Os clássicos ‘Homo economicus” e ‘Homo sociologicus’ estão a sofrer profundas mutações na era da digitalização. Chegou o advento do ‘Homo digitalis’.  Desde os primórdios da modernidade que a inovação tecnológica e as suas implicações sociais são motivo de reflexão e controvérsia. Perante o avanço da revolução digital ressurgem antigos paradoxos e novas perplexidades. Entre a utopia e a distopia, para além dos prognósticos contrastantes, o futuro permanece enigmático.
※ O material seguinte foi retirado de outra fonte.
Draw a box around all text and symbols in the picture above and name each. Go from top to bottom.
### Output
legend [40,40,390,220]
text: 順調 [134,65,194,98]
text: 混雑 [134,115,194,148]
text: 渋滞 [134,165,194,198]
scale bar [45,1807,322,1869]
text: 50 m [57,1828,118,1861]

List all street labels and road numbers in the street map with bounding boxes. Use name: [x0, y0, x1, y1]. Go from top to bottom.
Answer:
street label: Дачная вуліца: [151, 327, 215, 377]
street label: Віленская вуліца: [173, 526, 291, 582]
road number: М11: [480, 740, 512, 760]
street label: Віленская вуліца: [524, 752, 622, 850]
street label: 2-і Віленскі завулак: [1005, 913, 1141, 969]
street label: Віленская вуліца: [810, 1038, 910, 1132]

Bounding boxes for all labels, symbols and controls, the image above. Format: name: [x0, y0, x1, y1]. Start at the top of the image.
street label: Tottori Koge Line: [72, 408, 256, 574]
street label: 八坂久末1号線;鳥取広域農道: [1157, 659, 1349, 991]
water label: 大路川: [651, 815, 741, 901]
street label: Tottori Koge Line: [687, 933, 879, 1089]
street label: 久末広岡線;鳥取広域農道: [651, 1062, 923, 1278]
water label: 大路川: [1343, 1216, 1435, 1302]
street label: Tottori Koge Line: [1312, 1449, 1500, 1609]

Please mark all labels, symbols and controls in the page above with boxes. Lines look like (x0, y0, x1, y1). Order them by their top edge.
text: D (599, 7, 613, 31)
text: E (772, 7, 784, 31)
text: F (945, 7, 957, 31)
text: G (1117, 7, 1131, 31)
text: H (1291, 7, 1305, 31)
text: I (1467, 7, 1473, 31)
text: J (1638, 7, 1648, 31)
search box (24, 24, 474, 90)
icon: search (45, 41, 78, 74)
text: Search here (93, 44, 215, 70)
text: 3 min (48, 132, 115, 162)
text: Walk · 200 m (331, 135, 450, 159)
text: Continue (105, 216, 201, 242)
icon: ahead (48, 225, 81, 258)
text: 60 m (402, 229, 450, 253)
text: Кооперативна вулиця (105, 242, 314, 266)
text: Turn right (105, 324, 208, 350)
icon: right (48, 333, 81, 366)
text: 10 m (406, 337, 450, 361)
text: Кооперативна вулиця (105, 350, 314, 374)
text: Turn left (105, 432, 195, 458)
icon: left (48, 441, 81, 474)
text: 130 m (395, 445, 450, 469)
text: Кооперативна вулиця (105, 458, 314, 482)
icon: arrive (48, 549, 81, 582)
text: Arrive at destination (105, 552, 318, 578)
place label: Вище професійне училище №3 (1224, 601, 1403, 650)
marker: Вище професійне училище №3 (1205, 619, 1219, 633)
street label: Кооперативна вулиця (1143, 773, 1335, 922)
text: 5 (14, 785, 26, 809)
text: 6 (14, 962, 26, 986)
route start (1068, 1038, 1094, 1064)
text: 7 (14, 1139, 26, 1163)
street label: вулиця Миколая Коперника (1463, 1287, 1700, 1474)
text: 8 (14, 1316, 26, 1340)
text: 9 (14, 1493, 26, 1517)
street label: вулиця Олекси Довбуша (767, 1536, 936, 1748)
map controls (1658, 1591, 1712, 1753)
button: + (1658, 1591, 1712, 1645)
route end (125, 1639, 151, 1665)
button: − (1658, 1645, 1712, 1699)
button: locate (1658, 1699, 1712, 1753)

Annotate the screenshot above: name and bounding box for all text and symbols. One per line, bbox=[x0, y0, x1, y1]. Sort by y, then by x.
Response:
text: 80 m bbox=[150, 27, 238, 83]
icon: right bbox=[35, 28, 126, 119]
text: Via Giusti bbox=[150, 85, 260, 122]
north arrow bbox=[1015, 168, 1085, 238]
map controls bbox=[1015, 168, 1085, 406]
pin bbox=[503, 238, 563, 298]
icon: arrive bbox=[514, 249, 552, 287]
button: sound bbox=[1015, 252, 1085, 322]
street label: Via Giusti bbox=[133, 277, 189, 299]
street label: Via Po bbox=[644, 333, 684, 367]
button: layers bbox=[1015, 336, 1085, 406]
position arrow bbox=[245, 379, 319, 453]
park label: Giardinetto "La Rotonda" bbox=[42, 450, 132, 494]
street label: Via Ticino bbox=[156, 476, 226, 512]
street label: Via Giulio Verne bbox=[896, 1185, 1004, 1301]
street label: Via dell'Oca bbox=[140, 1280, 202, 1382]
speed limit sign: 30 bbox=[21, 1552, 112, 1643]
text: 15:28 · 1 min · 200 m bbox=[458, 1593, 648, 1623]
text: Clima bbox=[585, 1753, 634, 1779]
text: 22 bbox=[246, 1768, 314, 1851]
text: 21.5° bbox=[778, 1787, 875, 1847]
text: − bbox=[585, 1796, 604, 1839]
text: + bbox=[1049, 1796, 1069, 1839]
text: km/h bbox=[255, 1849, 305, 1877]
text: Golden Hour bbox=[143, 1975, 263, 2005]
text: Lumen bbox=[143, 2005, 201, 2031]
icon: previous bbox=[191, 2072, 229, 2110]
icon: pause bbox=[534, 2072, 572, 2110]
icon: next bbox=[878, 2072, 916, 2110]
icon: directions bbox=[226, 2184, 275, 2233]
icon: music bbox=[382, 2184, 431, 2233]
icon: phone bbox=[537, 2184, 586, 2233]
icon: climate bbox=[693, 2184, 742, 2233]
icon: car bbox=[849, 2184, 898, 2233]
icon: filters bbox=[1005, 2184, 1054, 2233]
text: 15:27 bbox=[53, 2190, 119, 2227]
Num texto célebre de início dos anos sessenta, os autores interrogavam-se recorrendo a metáforas poderosas: “Poderá um peixe adaptar-se a viver em terra?” À partida, a resposta era óbvia – “impossível!” –, mas, e se esse peixe pudesse dispor de uma racionalidade, técnicas sofisticadas, laboratórios e um conhecimento cibernético avançado? Nesse caso, talvez a metamorfose se tornasse verosímil. Estávamos em 1960 e o mundo assistia às primeiras incursões na era espacial. Cientistas da biofísica e da psiquiatria dedicavam-se ao estudo da cibernética e teorizavam sobre o advento do «Cyborg» no campo da astronomia. A noção pretende expressar a conjugação homem-máquina, em que sistemas homeostáticos integrados seriam capazes de resolver problemas automaticamente, sem recurso à consciência, “deixando o homem livre para explorar, criar, pensar e sentir” (“Cyborgs and space”, Clynes & Kline, 1960).

Num outro plano, mais próximo de nós, pensadores “pós-estruturalistas” e “pós-modernos” (Lacan, Derrida, Foucault, Deleuze, etc.) diagnosticaram a “morte do sujeito”, embora, paradoxalmente, numa época em que se assistia à rápida multiplicação de “sujeitos” e movimentos socioculturais (feminismo, pacifismo, ambientalismo, LGBTs, etc.), perante a extinção do “hipersujeito histórico” da sociedade industrial (o velho proletariado). Nesta linha de pensamento, é a própria noção de sujeito racional, filho da modernidade, a sua capacidade reflexiva e o poder da sua consciência como motor da história, que estão em causa. Concorde-se ou não, com este paradigma emergem as noções de fluidez e hibridez, a dinâmica dos fluxos e circuitos, concebendo-se a possibilidade de uma segunda “natureza”, induzida pela tecnologia. Enquanto a ideia do «Cyborg» nega a homogeneidade do humano, a filosofia do “pós-modernismo”, nomeadamente com a metáfora do «Rizoma» (Deleuze & Guattari) pretende substituir saberes e racionalidades substantivas por “linhas de fuga”, “narrativas”, interconexões entre superfícies de conhecimento. Dito de outro modo, é a intensidade das correntes discursivas, da energia e do movimento, que reverte os indivíduos em meros pontos de passagem, interligados por redes em aceleração, expressão de uma “sociedade líquida”, em permanente desconstrução, inclusive a da própria identidade dos sujeitos e coletividades que a compõem.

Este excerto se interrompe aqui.